A violência contra crianças e adolescentes se faz presente em muitos lares brasileiros, ocorrendo em qualquer dia e horário, principalmente, nos fins de semana, quando o agressor encontra-se mais tempo em casa, sendo esta física, psicológica, sexual ou moral.

Há casos em que, as vítimas ou seus parentes não denunciam o crime, sendo assim, os praticantes da violência continuam agindo livremente, como se nada tivesse acontecido.

O silêncio é motivado pelo constrangimento ou pelo trauma de relatar a ocorrência. Também, pela certeza que muitas vítimas têm de que nada vai acontecer com o criminoso.

Não são poucas as denúncias de abusos sexuais em casa, castigos corporais e até mesmo, humilhações e discriminações na escola, cabendo às autoridades e a sociedade, um posicionamento firme e combativo contra esses crimes.

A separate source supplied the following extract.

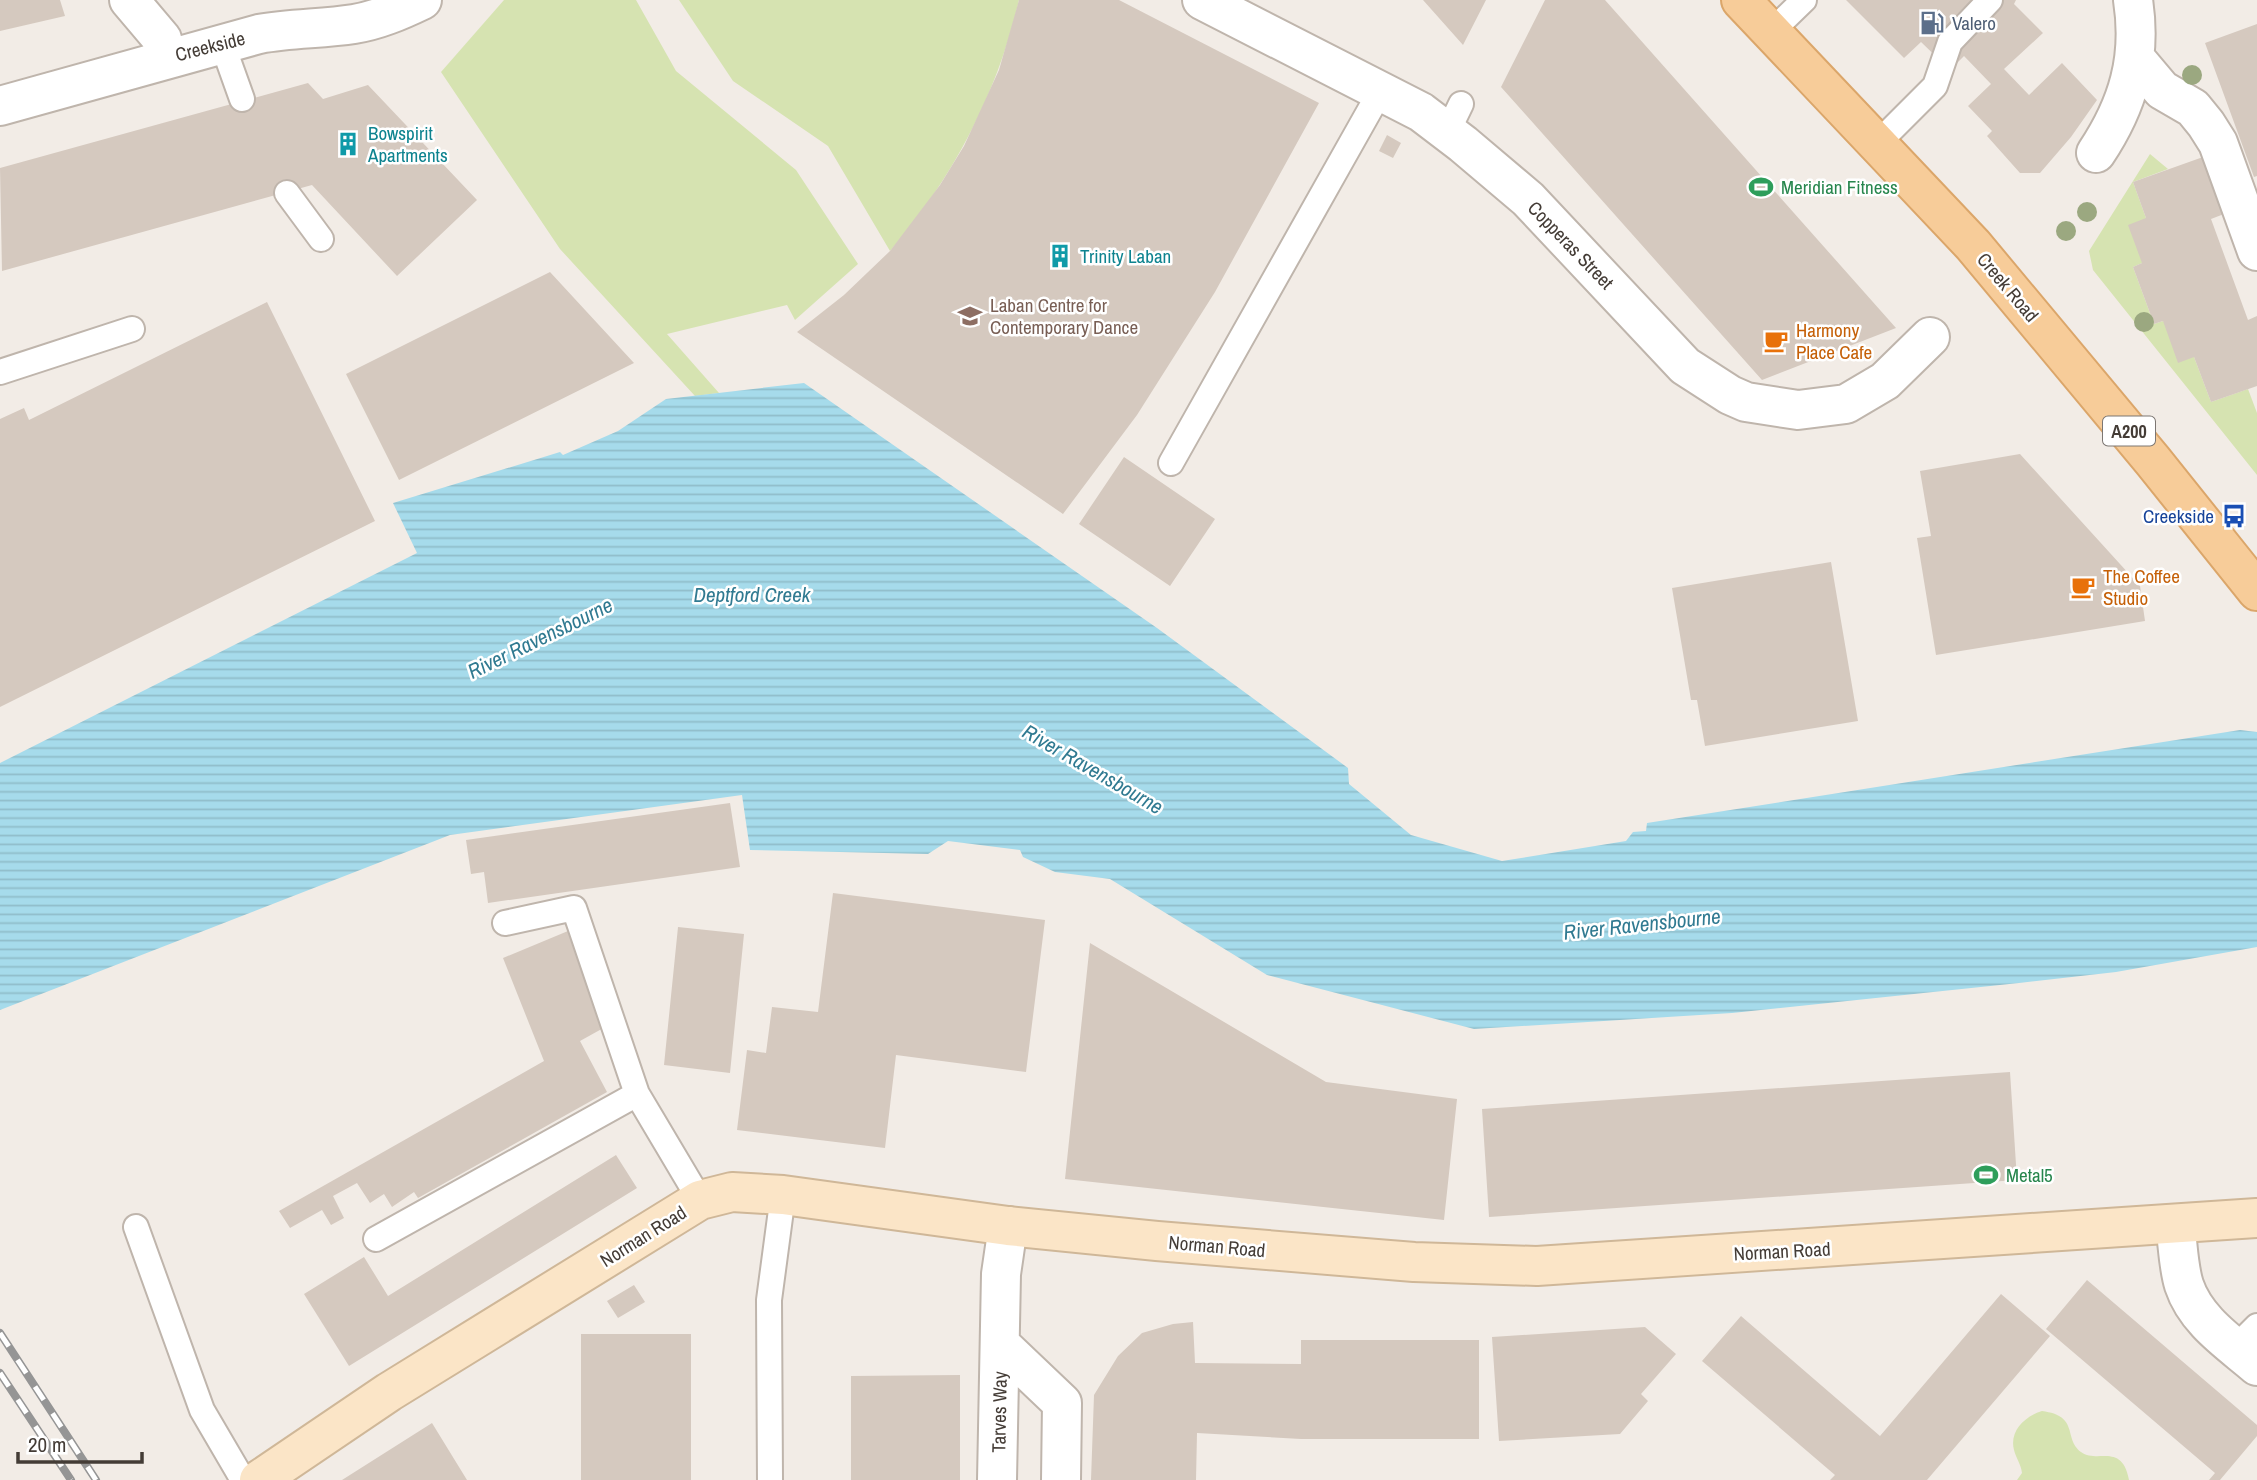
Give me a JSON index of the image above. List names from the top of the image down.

As marcas físicas, emocionais e psicológicas da violência podem ter sérias implicações no desenvolvimento das crianças e adolescentes, tanto na saúde, quanto na capacidade de aprendizagem. Alguns estudos mostraram que o fato de ter sofrido atos de violência na infância está relacionado com comportamentos de risco no futuro, tais como o consumo de tabaco, o abuso de álcool e drogas, sedentarismo e obesidade.

Dentre os ambientes em que os tipos de violência supracitados mais ocorrem, temos: em casa; na família; na escola.

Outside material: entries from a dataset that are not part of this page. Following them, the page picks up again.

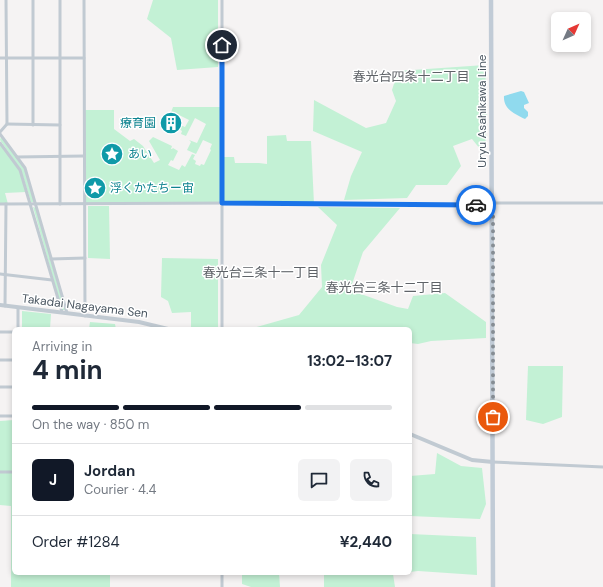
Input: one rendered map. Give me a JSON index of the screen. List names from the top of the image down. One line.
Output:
{"streets":{"main road":["Uryu Asahikawa Line"],"street":["Takadai Nagayama Sen"]},"districts":["春光台四条十二丁目","春光台三条十一丁目","春光台三条十二丁目"],"places":{"building":["療育園"],"place":["あい","浮くかたちー宙"]},"north":"top right","page":{"heading":["4 min","Arriving in","13:02–13:07"],"panel":["Jordan","Courier · 4.4","Order #1284","¥2,440"],"bar":"On the way · 850 m","round":"J"}}
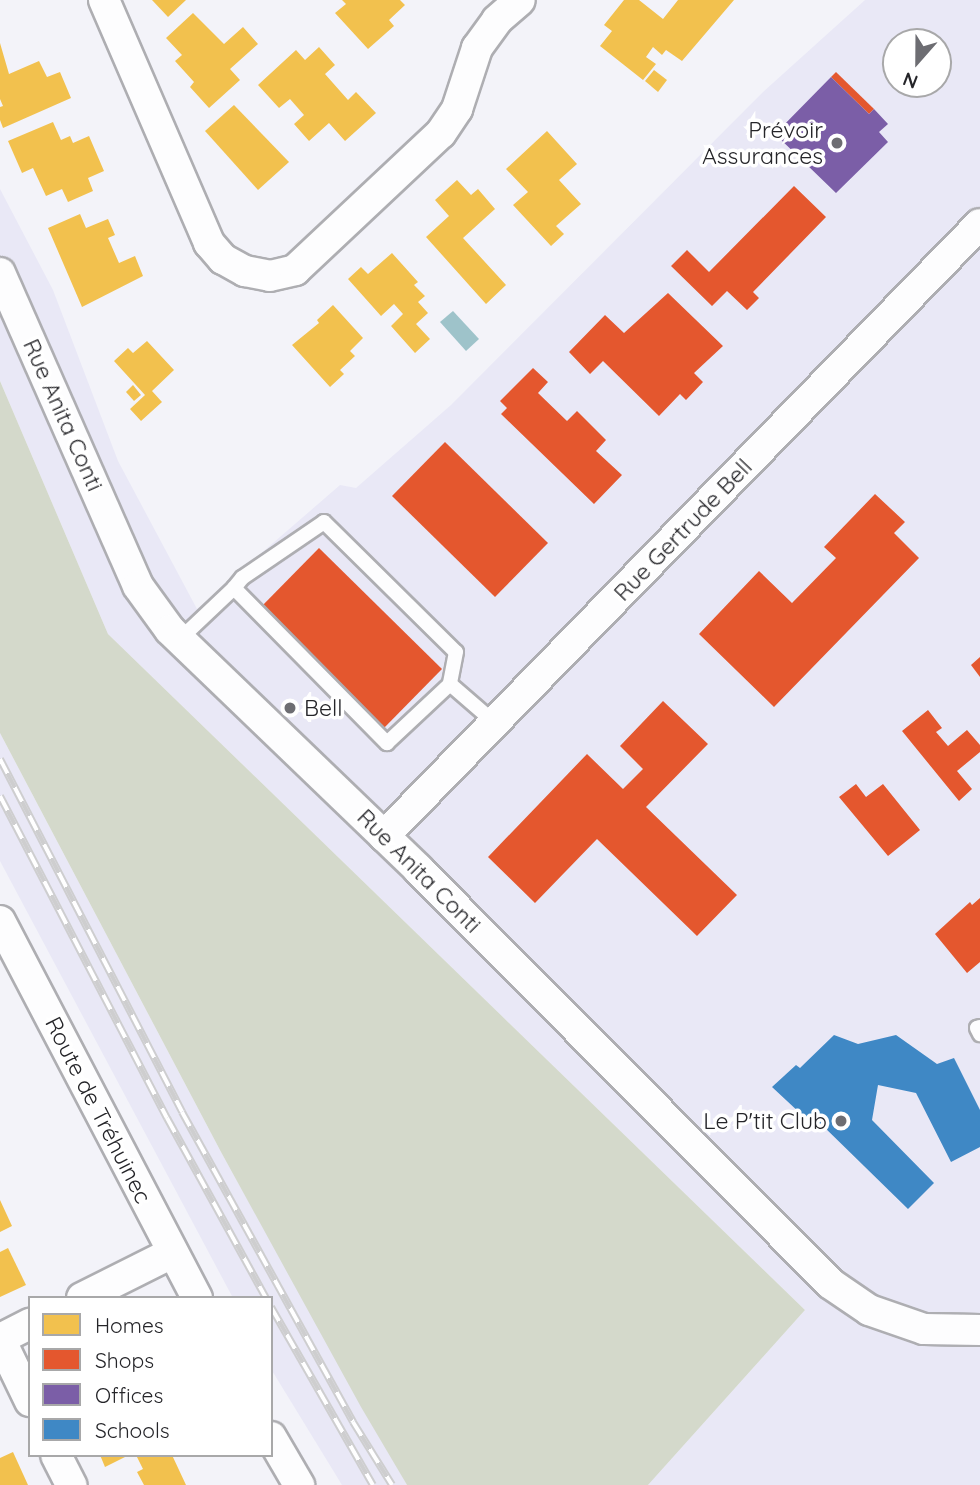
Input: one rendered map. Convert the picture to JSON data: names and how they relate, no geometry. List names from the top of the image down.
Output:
{
  "streets": {
    "street": ["Rue Anita Conti", "Rue Gertrude Bell", "Route de Tréhuinec"]
  },
  "crossings": [
    ["Rue Anita Conti", "Rue Gertrude Bell"]
  ],
  "places": ["Prévoir Assurances", "Bell", "Le P'tit Club"],
  "legend": [
    "Homes",
    "Shops",
    "Offices",
    "Schools"
  ],
  "north": "bottom"
}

Todas as crianças e adolescentes têm o direito à liberdade, ao respeito e à dignidade, conforme preceituam os artigos 15 a 18 do Estatuto da Criança e do Adolescente – ECA:

Art. 15. A criança e o adolescente têm direito à liberdade, ao respeito e à dignidade como pessoas humanas em processo de desenvolvimento e como sujeitos de direitos civis, humanos e sociais garantidos na Constituição e nas leis.

Art. 16. O direito à liberdade compreende os seguintes aspectos:

I - ir, vir e estar nos logradouros públicos e espaços comunitários, ressalvadas as restrições legais;

II - opinião e expressão;

III - crença e culto religioso;

IV - brincar, praticar esportes e divertir-se;

V - participar da vida familiar e comunitária, sem discriminação;

VI - participar da vida política, na forma da lei;

VII - buscar refúgio, auxílio e orientação.

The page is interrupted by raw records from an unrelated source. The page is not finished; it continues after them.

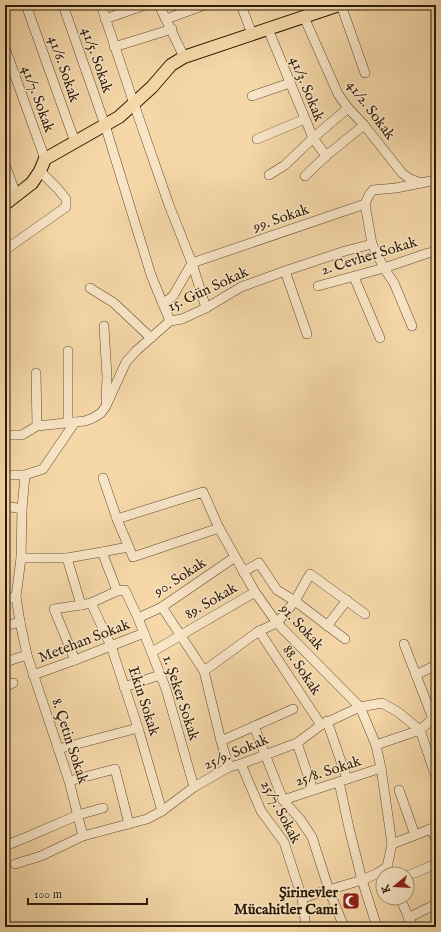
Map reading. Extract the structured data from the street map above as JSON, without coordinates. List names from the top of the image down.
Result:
{
  "streets": {
    "street": [
      "41/5. Sokak",
      "41/6. Sokak",
      "41/3. Sokak",
      "41/7. Sokak",
      "41/2. Sokak",
      "99. Sokak",
      "2. Cevher Sokak",
      "15. Gün Sokak",
      "90. Sokak",
      "89. Sokak",
      "91. Sokak",
      "Metehan Sokak",
      "88. Sokak",
      "1. Şeker Sokak",
      "Ekin Sokak",
      "8. Çetin Sokak",
      "25/9. Sokak",
      "25/8. Sokak",
      "25/7. Sokak"
    ]
  },
  "crossings": [
    ["41/5. Sokak", "15. Gün Sokak"],
    ["90. Sokak", "89. Sokak"],
    ["90. Sokak", "91. Sokak"],
    ["90. Sokak", "1. Şeker Sokak"],
    ["89. Sokak", "91. Sokak"],
    ["89. Sokak", "1. Şeker Sokak"],
    ["89. Sokak", "25/9. Sokak"],
    ["91. Sokak", "25/9. Sokak"],
    ["Metehan Sokak", "1. Şeker Sokak"],
    ["Metehan Sokak", "Ekin Sokak"],
    ["Metehan Sokak", "8. Çetin Sokak"],
    ["88. Sokak", "25/9. Sokak"],
    ["88. Sokak", "25/8. Sokak"],
    ["1. Şeker Sokak", "25/9. Sokak"],
    ["Ekin Sokak", "25/9. Sokak"],
    ["8. Çetin Sokak", "25/9. Sokak"],
    ["25/9. Sokak", "25/7. Sokak"]
  ],
  "places": {
    "mosque": ["Şirinevler Mücahitler Cami"]
  },
  "scale_bar": "100 m",
  "north": "left"
}
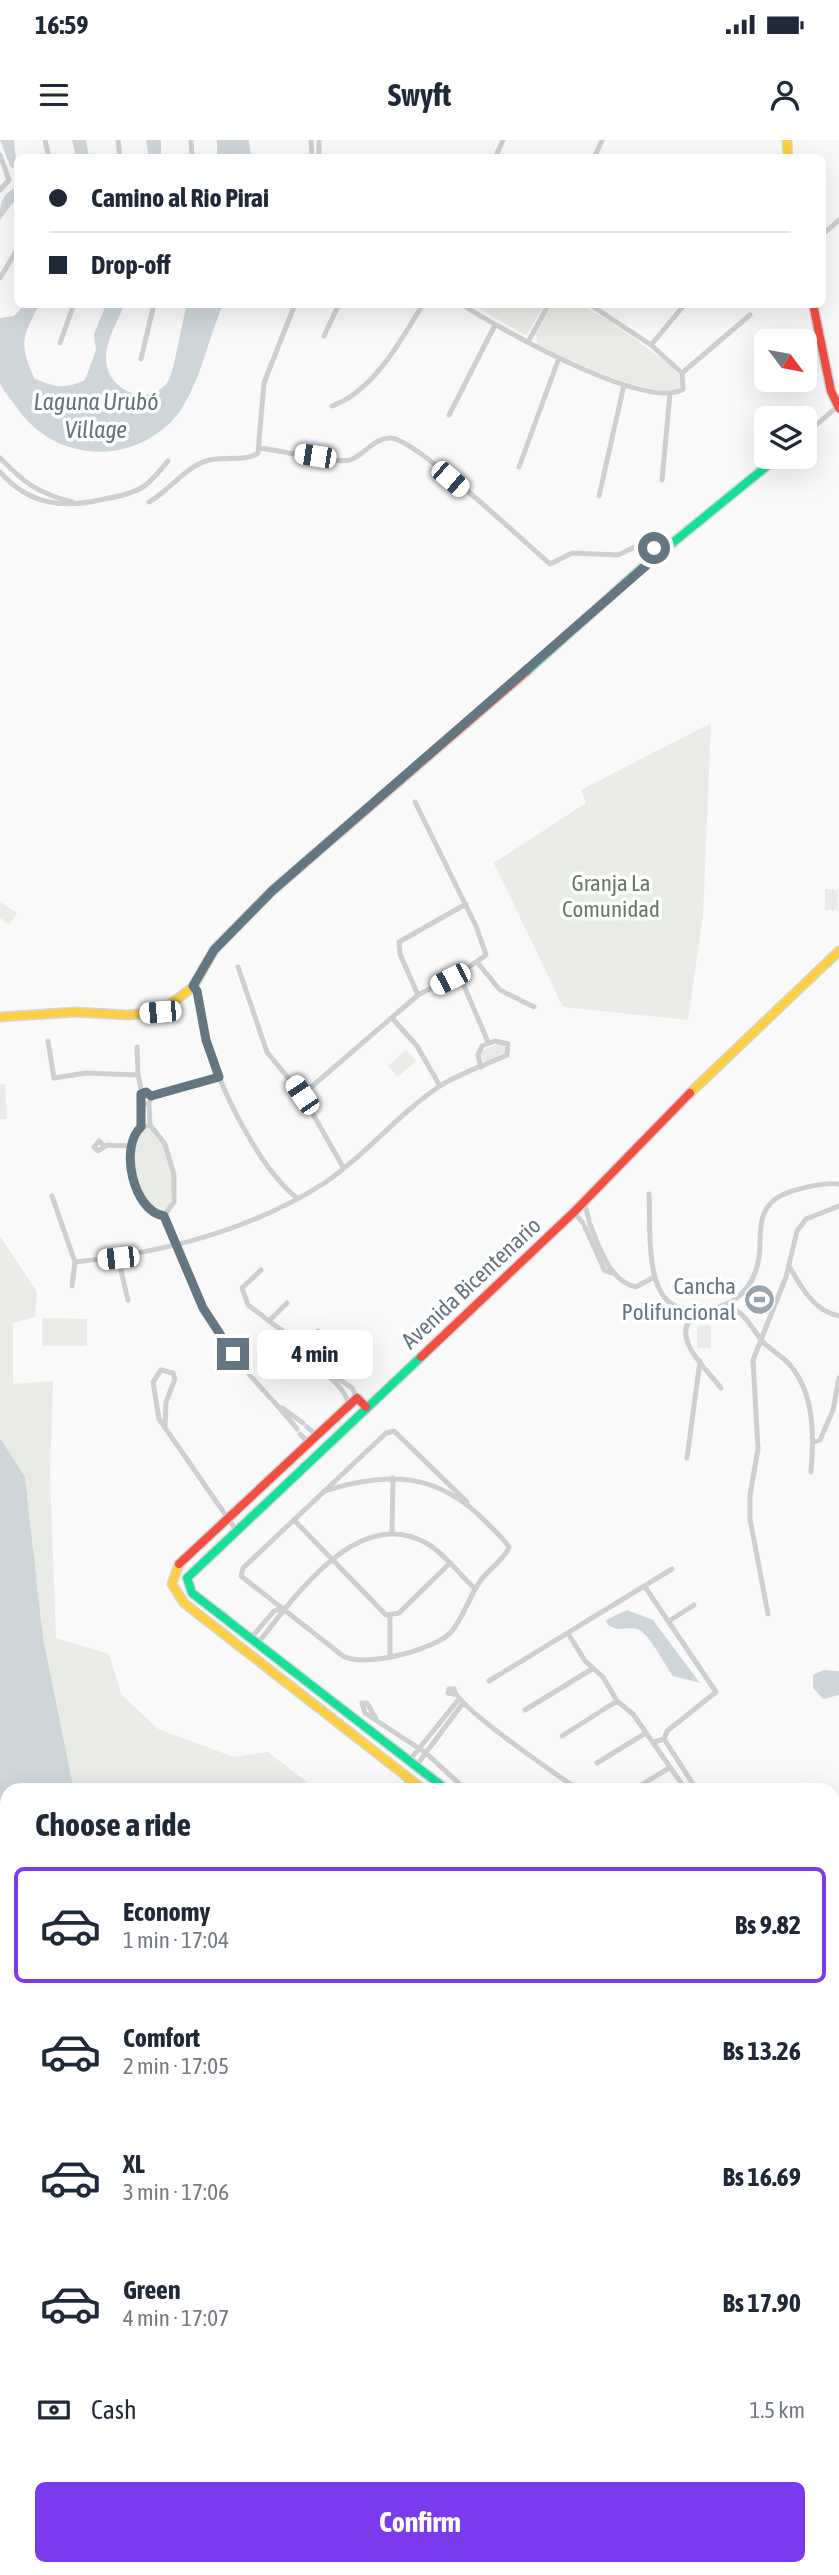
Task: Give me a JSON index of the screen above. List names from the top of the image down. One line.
{"streets":{"street":["Avenida Bicentenario"]},"water":["Laguna Urubó Village"],"parks":["Granja La Comunidad"],"places":{"sports":["Cancha Polifuncional"]},"north":"bottom right","page":{"status":"16:59","header":"Swyft","banner":["Camino al Rio Pirai","Drop-off"],"bubble":"4 min","heading":"Choose a ride","list":[{"name":"Economy","note":"1 min · 17:04","value":"Bs 9.82"},{"name":"Comfort","note":"2 min · 17:05","value":"Bs 13.26"},{"name":"XL","note":"3 min · 17:06","value":"Bs 16.69"},{"name":"Green","note":"4 min · 17:07","value":"Bs 17.90"}],"pay":["Cash","1.5 km"],"buttons":"Confirm"}}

Art. 17. O direito ao respeito consiste na inviolabilidade da integridade física, psíquica e moral da criança e do adolescente, abrangendo a preservação da imagem, da identidade, da autonomia, dos valores, idéias e crenças, dos espaços e objetos pessoais.

Art. 18. É dever de todos velar pela dignidade da criança e do adolescente, pondo-os a salvo de qualquer tratamento desumano, violento, aterrorizante, vexatório ou constrangedor.

Art. 18-A. A criança e o adolescente têm o direito de ser educados e cuidados sem o uso de castigo físico ou de tratamento cruel ou degradante, como formas de correção, disciplina, educação ou qualquer outro pretexto, pelos pais, pelos integrantes da família ampliada, pelos responsáveis, pelos agentes públicos executores de medidas socioeducativas ou por qualquer pessoa encarregada de cuidar deles, tratá-los, educá-los ou protegê-los. (Incluído pela Lei nº 13.010, de 2014)

Parágrafo único.  Para os fins desta Lei, considera-se: (Incluído pela Lei nº 13.010, de 2014)

I - castigo físico: ação de natureza disciplinar ou punitiva aplicada com o uso da força física sobre a criança ou o adolescente que resulte em: (Incluído pela Lei nº 13.010, de 2014)

a) sofrimento físico; ou (Incluído pela Lei nº 13.010, de 2014)

b) lesão; (Incluído pela Lei nº 13.010, de 2014)

II - tratamento cruel ou degradante: conduta ou forma cruel de tratamento em relação à criança ou ao adolescente que: (Incluído pela Lei nº 13.010, de 2014)

a) humilhe; ou (Incluído pela Lei nº 13.010, de 2014)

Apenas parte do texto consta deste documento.